§ Task to complete:
Below are some entries. Copy each line in them that holds "Loretta".

§ Stored data:
====

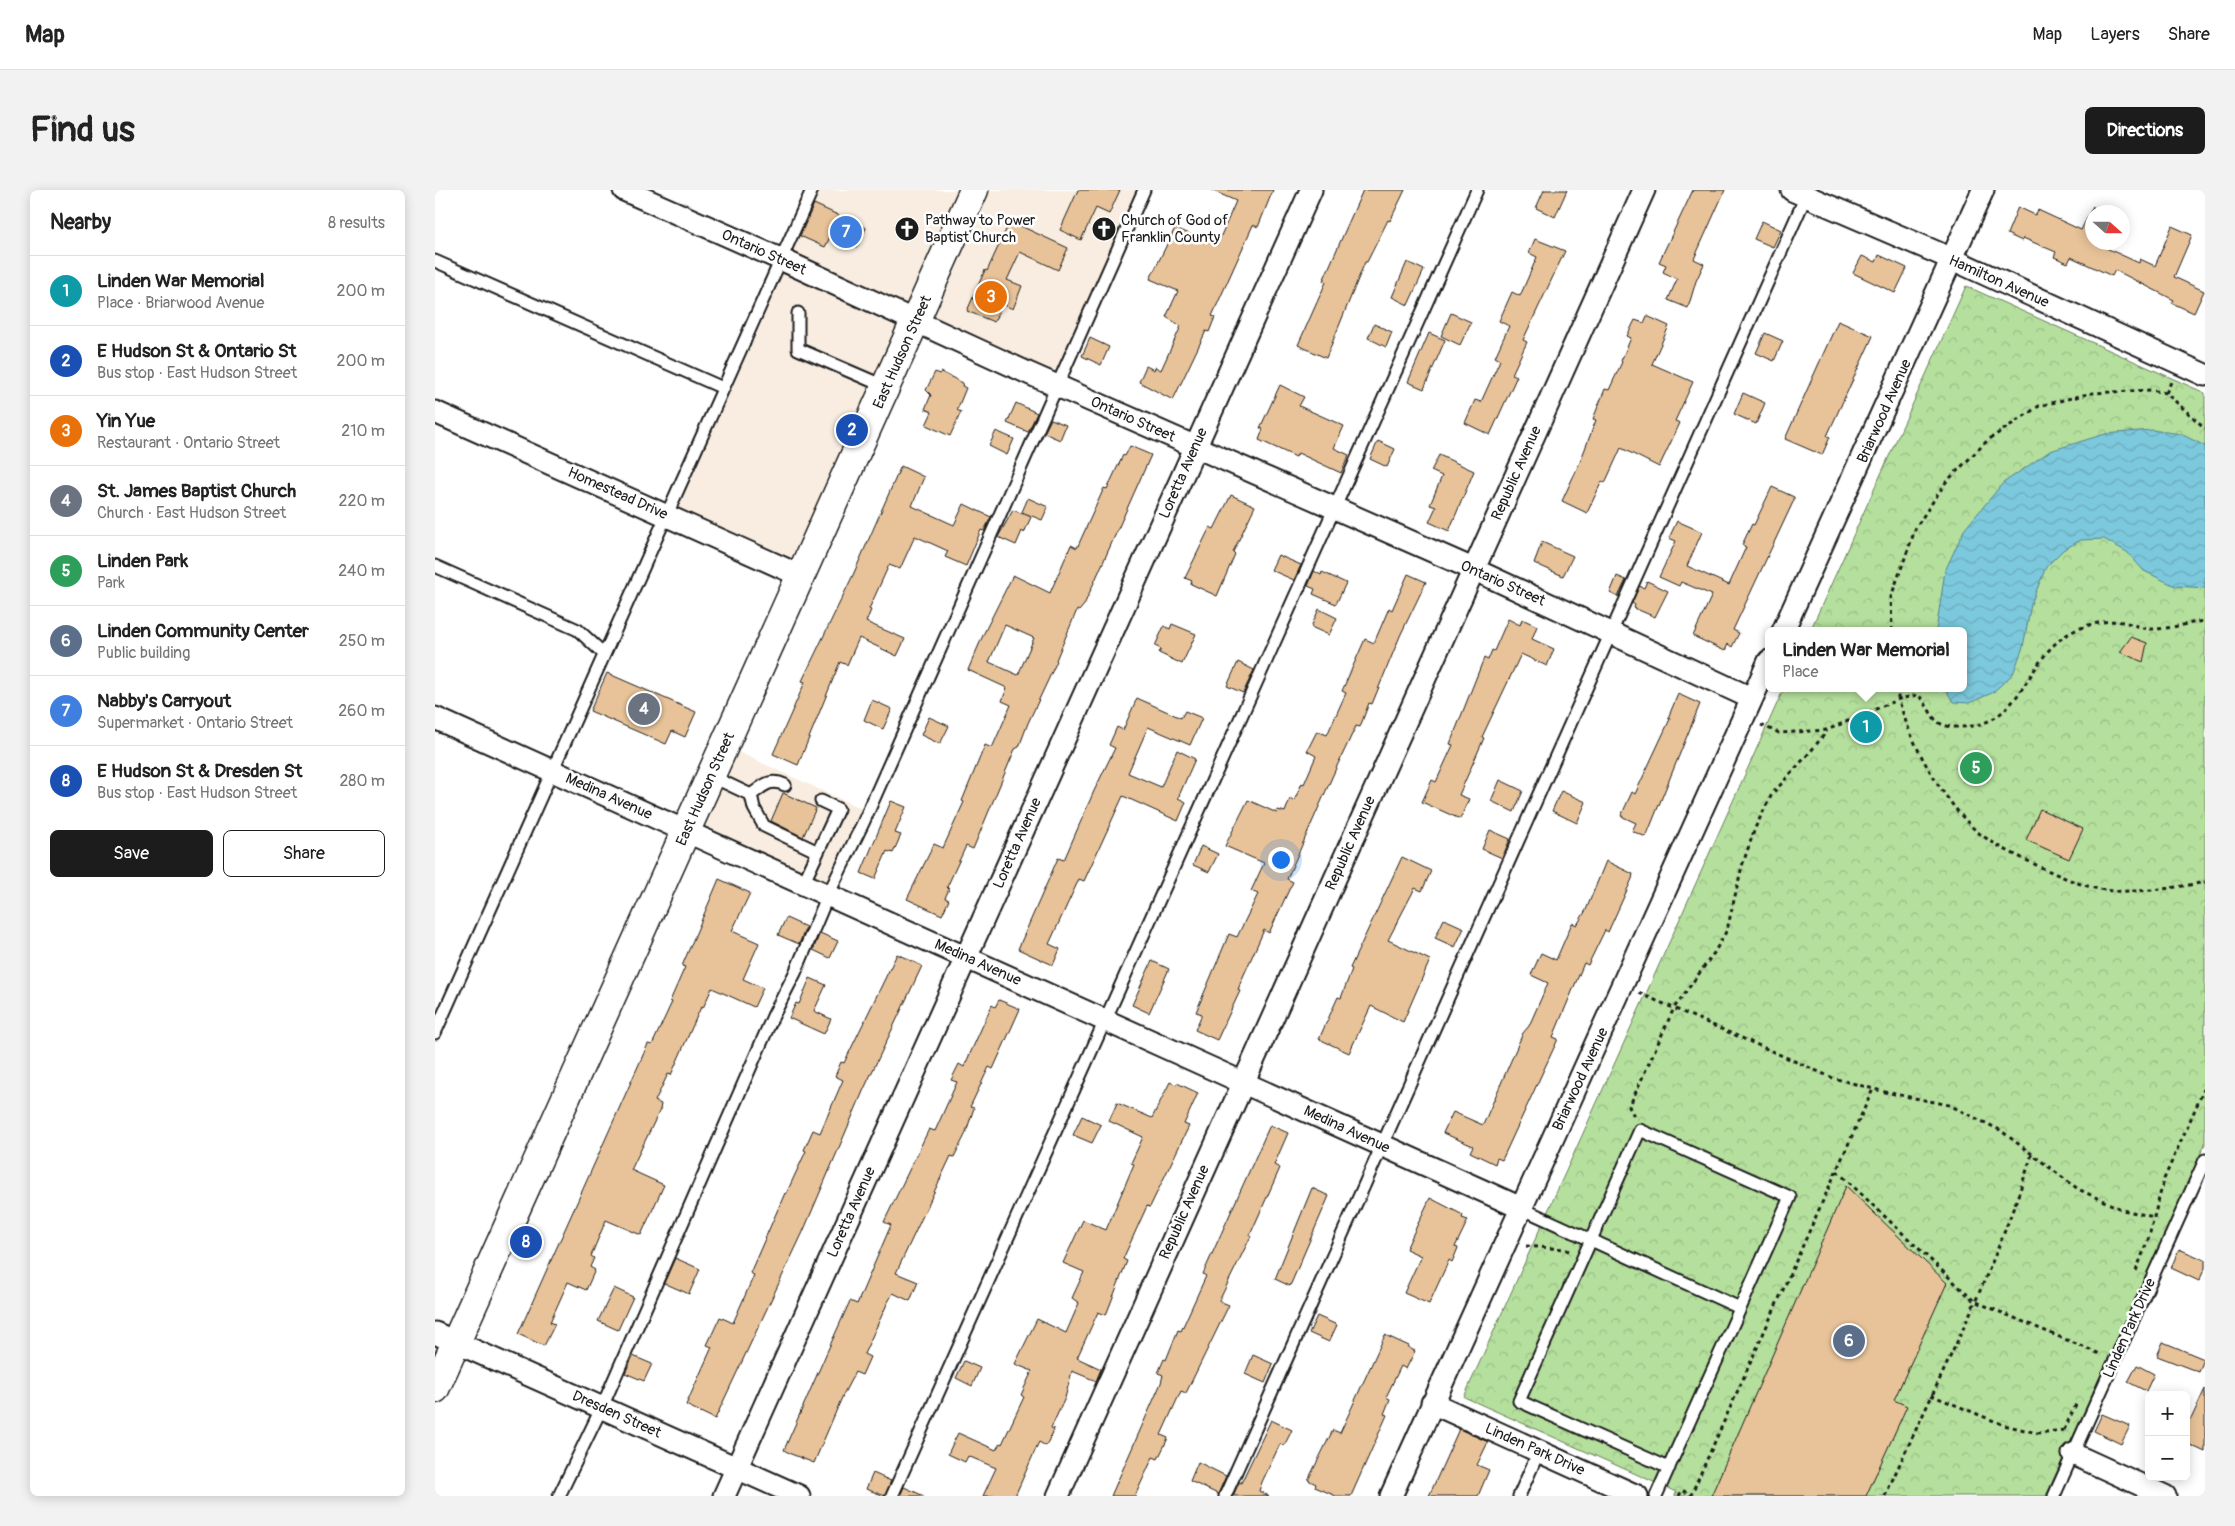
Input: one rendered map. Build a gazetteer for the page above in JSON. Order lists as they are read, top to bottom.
{
  "streets": {
    "main road": ["East Hudson Street"],
    "street": [
      "Ontario Street",
      "Hamilton Avenue",
      "Briarwood Avenue",
      "Loretta Avenue",
      "Republic Avenue",
      "Homestead Drive",
      "Medina Avenue",
      "Linden Park Drive",
      "Dresden Street"
    ]
  },
  "crossings": [
    ["Ontario Street", "East Hudson Street"],
    ["Ontario Street", "Briarwood Avenue"],
    ["Ontario Street", "Loretta Avenue"],
    ["Ontario Street", "Republic Avenue"],
    ["Hamilton Avenue", "Briarwood Avenue"],
    ["East Hudson Street", "Homestead Drive"],
    ["East Hudson Street", "Medina Avenue"],
    ["East Hudson Street", "Dresden Street"],
    ["Briarwood Avenue", "Medina Avenue"],
    ["Briarwood Avenue", "Linden Park Drive"],
    ["Loretta Avenue", "Medina Avenue"],
    ["Loretta Avenue", "Dresden Street"],
    ["Republic Avenue", "Medina Avenue"]
  ],
  "places": {
    "church": ["Pathway to Power Baptist Church", "Church of God of Franklin County"]
  },
  "north": "right",
  "page": {
    "header": "Map",
    "nav": ["Map", "Layers", "Share"],
    "buttons": [
      "Directions",
      ["Save", "Share"]
    ],
    "title": "Find us",
    "heading": ["Nearby", "8 results"],
    "pins": [
      "7",
      "3",
      "2",
      "4",
      "1",
      "5",
      "8",
      "6"
    ],
    "list": [
      {
        "mark": "1",
        "name": "Linden War Memorial",
        "note": "Place · Briarwood Avenue",
        "value": "200 m"
      },
      {
        "mark": "2",
        "name": "E Hudson St & Ontario St",
        "note": "Bus stop · East Hudson Street",
        "value": "200 m"
      },
      {
        "mark": "3",
        "name": "Yin Yue",
        "note": "Restaurant · Ontario Street",
        "value": "210 m"
      },
      {
        "mark": "4",
        "name": "St. James Baptist Church",
        "note": "Church · East Hudson Street",
        "value": "220 m"
      },
      {
        "mark": "5",
        "name": "Linden Park",
        "note": "Park",
        "value": "240 m"
      },
      {
        "mark": "6",
        "name": "Linden Community Center",
        "note": "Public building",
        "value": "250 m"
      },
      {
        "mark": "7",
        "name": "Nabby's Carryout",
        "note": "Supermarket · Ontario Street",
        "value": "260 m"
      },
      {
        "mark": "8",
        "name": "E Hudson St & Dresden St",
        "note": "Bus stop · East Hudson Street",
        "value": "280 m"
      }
    ],
    "popup": ["Linden War Memorial", "Place"],
    "map_buttons": ["+", "−"]
  }
}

====

§ Response box:
      "Loretta Avenue",
    ["Ontario Street", "Loretta Avenue"],
    ["Loretta Avenue", "Medina Avenue"],
    ["Loretta Avenue", "Dresden Street"],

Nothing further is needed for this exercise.